Parking is available under the museum for $3 after 6:00pm.
This lecture is given September 13, 2011 at 7:00pm
The Hammer Museum is located at 10899 Wilshire Blvd, Los Angeles. Phone: (310) 443-7000
By Jim McKinnis
Alexey Titarenko received his Master of Fine Arts degree from the Department of Cinematic and Photographic Art at Leningrad’s Institute of Culture in 1983. He began taking photographs at the beginning of the 1970s, and in 1978 became a member of the well-known Leningrad photographic club Zerkalo, where he had his first solo exhibition (1978).
Since this was creative activity that had no connection with the official Soviet propaganda, the opportunity to declare himself publicly as an artist came only at the peak of Perestroika in 1989 with his “Nomenclature of Signs” exhibition and the creation of Ligovka 99, a photographers’ exhibition space that was independent of the Communist ideology.
Titarenko has received numerous awards from institutions such as the Musee de l’Elysee in Lausanne, Switzerland; the Soros Center for Contemporary Art in St. Petersburg; and the Mosaique program of the Luxemburg National Audiovisual Centre. He has participated in many international festivals, biennales, and projects and has had more than 30 personal exhibitions, both in Europe and the United States.
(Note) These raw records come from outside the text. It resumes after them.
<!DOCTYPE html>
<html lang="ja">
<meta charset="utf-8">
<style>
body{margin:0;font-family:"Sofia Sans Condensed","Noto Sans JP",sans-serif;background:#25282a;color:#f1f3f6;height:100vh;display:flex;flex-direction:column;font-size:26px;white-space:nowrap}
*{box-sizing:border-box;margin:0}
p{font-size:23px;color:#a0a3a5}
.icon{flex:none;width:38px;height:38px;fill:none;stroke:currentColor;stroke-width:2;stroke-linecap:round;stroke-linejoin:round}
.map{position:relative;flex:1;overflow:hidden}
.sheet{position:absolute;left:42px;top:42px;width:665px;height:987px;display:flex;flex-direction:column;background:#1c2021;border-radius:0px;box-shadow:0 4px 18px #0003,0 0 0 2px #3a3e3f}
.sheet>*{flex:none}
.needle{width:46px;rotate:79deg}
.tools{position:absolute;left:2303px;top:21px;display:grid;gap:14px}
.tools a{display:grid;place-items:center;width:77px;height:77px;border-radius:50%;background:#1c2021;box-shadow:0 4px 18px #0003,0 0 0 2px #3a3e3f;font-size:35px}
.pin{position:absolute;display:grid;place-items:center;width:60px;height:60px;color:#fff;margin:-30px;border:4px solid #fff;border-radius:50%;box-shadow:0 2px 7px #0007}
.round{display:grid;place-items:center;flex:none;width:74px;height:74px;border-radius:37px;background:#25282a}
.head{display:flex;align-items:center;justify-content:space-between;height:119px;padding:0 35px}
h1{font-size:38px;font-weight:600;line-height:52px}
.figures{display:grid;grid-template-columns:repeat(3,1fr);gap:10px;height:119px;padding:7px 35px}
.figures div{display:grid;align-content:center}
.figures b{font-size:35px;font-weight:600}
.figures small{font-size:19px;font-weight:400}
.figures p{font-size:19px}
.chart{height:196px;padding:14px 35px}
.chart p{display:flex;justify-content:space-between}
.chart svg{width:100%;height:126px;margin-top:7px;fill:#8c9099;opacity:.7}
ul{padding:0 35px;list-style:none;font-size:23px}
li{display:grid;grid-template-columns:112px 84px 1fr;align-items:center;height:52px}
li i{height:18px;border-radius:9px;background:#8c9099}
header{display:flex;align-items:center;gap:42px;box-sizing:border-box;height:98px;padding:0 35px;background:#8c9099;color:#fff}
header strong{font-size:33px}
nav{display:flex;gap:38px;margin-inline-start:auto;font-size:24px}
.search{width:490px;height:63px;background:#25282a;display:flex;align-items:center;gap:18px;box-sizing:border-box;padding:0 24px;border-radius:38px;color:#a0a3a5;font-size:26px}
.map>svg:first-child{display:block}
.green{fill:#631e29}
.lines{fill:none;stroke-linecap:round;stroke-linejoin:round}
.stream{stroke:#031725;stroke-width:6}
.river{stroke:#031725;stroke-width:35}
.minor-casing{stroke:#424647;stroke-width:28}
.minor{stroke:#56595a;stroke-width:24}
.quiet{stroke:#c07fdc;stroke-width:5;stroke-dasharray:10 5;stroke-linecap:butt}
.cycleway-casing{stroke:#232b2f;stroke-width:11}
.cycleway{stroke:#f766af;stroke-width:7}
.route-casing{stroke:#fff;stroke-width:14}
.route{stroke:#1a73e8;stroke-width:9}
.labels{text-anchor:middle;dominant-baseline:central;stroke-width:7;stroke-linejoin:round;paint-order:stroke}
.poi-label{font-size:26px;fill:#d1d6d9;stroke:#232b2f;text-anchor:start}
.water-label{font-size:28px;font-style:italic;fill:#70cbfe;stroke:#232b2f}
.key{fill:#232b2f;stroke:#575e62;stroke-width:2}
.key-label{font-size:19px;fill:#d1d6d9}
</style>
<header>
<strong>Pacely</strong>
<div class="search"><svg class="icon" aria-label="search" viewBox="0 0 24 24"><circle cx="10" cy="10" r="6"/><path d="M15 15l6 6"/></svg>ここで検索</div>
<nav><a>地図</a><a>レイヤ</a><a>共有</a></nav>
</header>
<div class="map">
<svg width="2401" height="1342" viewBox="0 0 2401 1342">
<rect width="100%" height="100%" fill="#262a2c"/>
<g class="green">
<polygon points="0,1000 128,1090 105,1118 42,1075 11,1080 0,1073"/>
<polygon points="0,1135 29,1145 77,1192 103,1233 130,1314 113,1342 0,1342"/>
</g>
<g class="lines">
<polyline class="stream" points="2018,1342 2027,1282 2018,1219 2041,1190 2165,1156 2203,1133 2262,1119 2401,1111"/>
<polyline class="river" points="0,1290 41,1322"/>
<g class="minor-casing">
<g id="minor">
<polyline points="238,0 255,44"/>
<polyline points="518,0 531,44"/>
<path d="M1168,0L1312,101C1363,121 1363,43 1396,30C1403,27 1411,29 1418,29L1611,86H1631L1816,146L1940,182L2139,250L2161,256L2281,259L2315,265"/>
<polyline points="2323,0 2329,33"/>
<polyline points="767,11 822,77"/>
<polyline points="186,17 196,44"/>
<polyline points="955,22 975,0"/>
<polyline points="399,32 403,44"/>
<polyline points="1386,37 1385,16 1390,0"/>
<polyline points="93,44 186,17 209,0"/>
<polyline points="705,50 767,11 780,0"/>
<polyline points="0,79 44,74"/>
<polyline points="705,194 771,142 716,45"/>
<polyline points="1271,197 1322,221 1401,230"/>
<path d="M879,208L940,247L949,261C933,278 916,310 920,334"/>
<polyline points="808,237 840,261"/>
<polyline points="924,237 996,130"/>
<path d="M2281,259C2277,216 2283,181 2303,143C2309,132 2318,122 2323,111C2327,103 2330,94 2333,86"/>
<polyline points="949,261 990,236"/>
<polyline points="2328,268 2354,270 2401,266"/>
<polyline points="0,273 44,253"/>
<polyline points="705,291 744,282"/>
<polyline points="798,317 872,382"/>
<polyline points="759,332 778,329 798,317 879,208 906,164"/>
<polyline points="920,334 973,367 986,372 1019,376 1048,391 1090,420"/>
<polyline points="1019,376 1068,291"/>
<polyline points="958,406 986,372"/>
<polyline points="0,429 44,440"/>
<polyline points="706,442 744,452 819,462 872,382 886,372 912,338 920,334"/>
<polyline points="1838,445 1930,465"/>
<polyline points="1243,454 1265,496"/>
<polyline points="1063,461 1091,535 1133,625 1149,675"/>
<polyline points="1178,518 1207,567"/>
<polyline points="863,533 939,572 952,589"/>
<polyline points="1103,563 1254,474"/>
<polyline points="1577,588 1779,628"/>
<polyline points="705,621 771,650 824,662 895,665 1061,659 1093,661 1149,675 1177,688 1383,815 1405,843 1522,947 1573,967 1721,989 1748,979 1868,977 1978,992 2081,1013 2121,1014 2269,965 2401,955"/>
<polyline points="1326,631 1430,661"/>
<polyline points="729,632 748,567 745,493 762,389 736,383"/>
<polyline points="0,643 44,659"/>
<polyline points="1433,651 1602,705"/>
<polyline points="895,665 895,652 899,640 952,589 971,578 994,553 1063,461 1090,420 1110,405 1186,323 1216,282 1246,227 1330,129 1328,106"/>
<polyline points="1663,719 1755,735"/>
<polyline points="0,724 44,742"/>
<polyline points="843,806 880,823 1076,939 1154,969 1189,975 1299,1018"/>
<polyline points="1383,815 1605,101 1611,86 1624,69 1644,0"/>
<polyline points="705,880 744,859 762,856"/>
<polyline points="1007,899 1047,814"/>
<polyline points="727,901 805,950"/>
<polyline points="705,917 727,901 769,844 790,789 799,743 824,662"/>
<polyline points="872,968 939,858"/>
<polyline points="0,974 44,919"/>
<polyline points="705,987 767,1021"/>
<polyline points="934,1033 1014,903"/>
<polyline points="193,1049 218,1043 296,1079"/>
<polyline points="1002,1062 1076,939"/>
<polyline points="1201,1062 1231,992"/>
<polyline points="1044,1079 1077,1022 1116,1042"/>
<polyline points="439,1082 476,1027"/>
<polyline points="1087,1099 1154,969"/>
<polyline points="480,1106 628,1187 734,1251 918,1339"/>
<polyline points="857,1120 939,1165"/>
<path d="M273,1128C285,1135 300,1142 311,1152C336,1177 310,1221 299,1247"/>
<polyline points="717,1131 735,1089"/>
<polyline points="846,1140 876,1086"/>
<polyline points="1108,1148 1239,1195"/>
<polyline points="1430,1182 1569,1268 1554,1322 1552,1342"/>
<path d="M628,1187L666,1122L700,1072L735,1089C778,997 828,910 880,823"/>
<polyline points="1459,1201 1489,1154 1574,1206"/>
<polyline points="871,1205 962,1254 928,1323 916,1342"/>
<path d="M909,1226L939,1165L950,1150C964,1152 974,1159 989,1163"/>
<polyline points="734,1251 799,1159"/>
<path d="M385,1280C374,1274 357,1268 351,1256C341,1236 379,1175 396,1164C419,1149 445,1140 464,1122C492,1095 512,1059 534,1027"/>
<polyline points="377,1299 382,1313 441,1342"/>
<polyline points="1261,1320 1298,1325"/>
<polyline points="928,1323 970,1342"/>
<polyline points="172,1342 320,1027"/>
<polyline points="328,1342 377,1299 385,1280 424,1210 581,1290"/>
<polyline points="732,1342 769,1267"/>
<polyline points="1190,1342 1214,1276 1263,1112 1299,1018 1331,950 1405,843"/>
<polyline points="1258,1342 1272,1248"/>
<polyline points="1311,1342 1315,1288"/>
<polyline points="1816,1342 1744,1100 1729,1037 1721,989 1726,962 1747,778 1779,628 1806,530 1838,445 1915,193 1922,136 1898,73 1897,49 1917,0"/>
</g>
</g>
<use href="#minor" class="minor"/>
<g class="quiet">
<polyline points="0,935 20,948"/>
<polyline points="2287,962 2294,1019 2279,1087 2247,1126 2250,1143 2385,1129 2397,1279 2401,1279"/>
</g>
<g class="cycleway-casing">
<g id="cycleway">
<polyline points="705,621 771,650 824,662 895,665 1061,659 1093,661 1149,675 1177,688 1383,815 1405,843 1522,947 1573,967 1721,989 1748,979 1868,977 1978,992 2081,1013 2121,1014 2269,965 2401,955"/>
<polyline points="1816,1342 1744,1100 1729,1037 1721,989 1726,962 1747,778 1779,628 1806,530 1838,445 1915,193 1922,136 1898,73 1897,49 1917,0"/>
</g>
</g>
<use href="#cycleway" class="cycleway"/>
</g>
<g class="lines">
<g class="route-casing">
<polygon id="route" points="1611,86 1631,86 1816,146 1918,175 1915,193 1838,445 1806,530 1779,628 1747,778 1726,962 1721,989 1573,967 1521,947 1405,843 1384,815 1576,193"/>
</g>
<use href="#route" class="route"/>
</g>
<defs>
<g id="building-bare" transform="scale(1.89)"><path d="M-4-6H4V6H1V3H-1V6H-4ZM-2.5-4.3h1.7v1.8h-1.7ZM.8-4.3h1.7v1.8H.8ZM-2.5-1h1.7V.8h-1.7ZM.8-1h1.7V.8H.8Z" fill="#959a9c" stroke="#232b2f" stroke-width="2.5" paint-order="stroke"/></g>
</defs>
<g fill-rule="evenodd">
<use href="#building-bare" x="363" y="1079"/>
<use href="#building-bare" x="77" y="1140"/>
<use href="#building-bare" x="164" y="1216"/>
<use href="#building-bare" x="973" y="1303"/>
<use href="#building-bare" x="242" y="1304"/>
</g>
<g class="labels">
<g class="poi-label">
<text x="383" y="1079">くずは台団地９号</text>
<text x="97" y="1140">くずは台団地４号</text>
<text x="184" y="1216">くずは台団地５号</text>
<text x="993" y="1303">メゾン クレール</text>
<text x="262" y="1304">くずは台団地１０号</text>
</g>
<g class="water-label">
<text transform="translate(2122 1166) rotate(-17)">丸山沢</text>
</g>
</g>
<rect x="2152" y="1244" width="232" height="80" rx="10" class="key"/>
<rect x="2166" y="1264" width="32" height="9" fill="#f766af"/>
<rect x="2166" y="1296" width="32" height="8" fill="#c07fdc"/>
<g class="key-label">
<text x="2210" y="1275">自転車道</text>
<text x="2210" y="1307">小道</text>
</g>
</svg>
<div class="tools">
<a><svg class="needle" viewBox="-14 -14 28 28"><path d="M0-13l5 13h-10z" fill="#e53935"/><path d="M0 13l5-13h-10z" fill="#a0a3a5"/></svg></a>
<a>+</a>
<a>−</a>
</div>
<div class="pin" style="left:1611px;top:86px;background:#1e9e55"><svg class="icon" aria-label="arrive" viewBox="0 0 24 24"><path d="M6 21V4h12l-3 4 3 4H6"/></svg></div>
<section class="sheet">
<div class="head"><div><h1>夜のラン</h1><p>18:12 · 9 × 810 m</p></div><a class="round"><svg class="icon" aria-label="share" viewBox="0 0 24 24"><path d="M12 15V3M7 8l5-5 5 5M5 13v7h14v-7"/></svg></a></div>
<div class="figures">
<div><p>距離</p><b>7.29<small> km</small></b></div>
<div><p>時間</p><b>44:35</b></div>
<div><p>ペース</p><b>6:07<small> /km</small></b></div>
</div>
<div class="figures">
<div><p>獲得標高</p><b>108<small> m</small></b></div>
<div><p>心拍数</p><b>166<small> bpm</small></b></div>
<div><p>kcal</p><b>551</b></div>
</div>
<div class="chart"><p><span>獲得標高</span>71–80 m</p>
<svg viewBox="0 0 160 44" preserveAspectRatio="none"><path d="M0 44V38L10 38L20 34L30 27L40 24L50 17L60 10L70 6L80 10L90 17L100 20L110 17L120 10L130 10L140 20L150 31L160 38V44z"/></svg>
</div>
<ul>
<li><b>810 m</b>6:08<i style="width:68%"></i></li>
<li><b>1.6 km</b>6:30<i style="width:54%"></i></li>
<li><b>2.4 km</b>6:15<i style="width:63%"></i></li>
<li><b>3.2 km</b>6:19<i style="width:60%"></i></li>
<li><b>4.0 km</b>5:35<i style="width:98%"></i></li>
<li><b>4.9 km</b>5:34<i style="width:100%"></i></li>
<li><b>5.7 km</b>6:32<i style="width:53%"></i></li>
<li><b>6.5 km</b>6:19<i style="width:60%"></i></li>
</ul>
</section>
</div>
His works are in the collections of major European and American museums, including The State Russian Museum (St. Petersburg); the Philadelphia Museum of Fine Art; George Eastman House (Rochester, N.Y.); the Museum of Fine Arts (Boston); the Museum of Fine Arts (Columbus, Ohio); the Museum of Fine Arts (Houston); the Museum of Photographic Arts (San Diego); the Davis Museum and Cultural Center at Wellesley College (Mass.); the European House of Photography (Paris); the Southeast Museum of Photography (Daytona Beach, Fla.); the Santa Barbara Museum of Fine Arts (Cal.); the Jane Voorhees Zimmerli Art Museum at Rutgers University (N.J.); the Reattu Museum of Fine Arts (Arles); and the Musee de l’Elysee Museum for Photography (Lausanne).
Major photo series include “City of Shadows” (1992-1994), “Black and White Magic of St. Petersburg” (1995-1997), and “Time Standing Still” (1998-1999). In those series Titarenko paints a bitter picture of a Russia (seen through the lens of St. Petersburg), where people live in a world of unrealized hopes and where time seems to have stopped.
Titarenko’s photographic series from the 1990s won him worldwide recognition. In 2002 the International Photography Festival at Arles, France, presented all three series at the Reattu Museum of Fine Arts. The curator of the exhibition entitled “Les quatres mouvements de St.Petersbourg” was Gabriel Bauret.
Two monographs have been published about his work: City of Shadows: Alexey Titarenko by Irina Tchmyreva (2001) and Alexey Titarenko, photographs. Essay by Gabriel Bauret (2003). Soon after being published, this book was nominated for the Best Photographic Book of the Year Prize (International Arles Festival, France 2004).
In 2005, the French-German TV Channel Arte produced a 30-minute documentary about Titarenko entitled “Alexey Titarenko: Art et la Maniere.”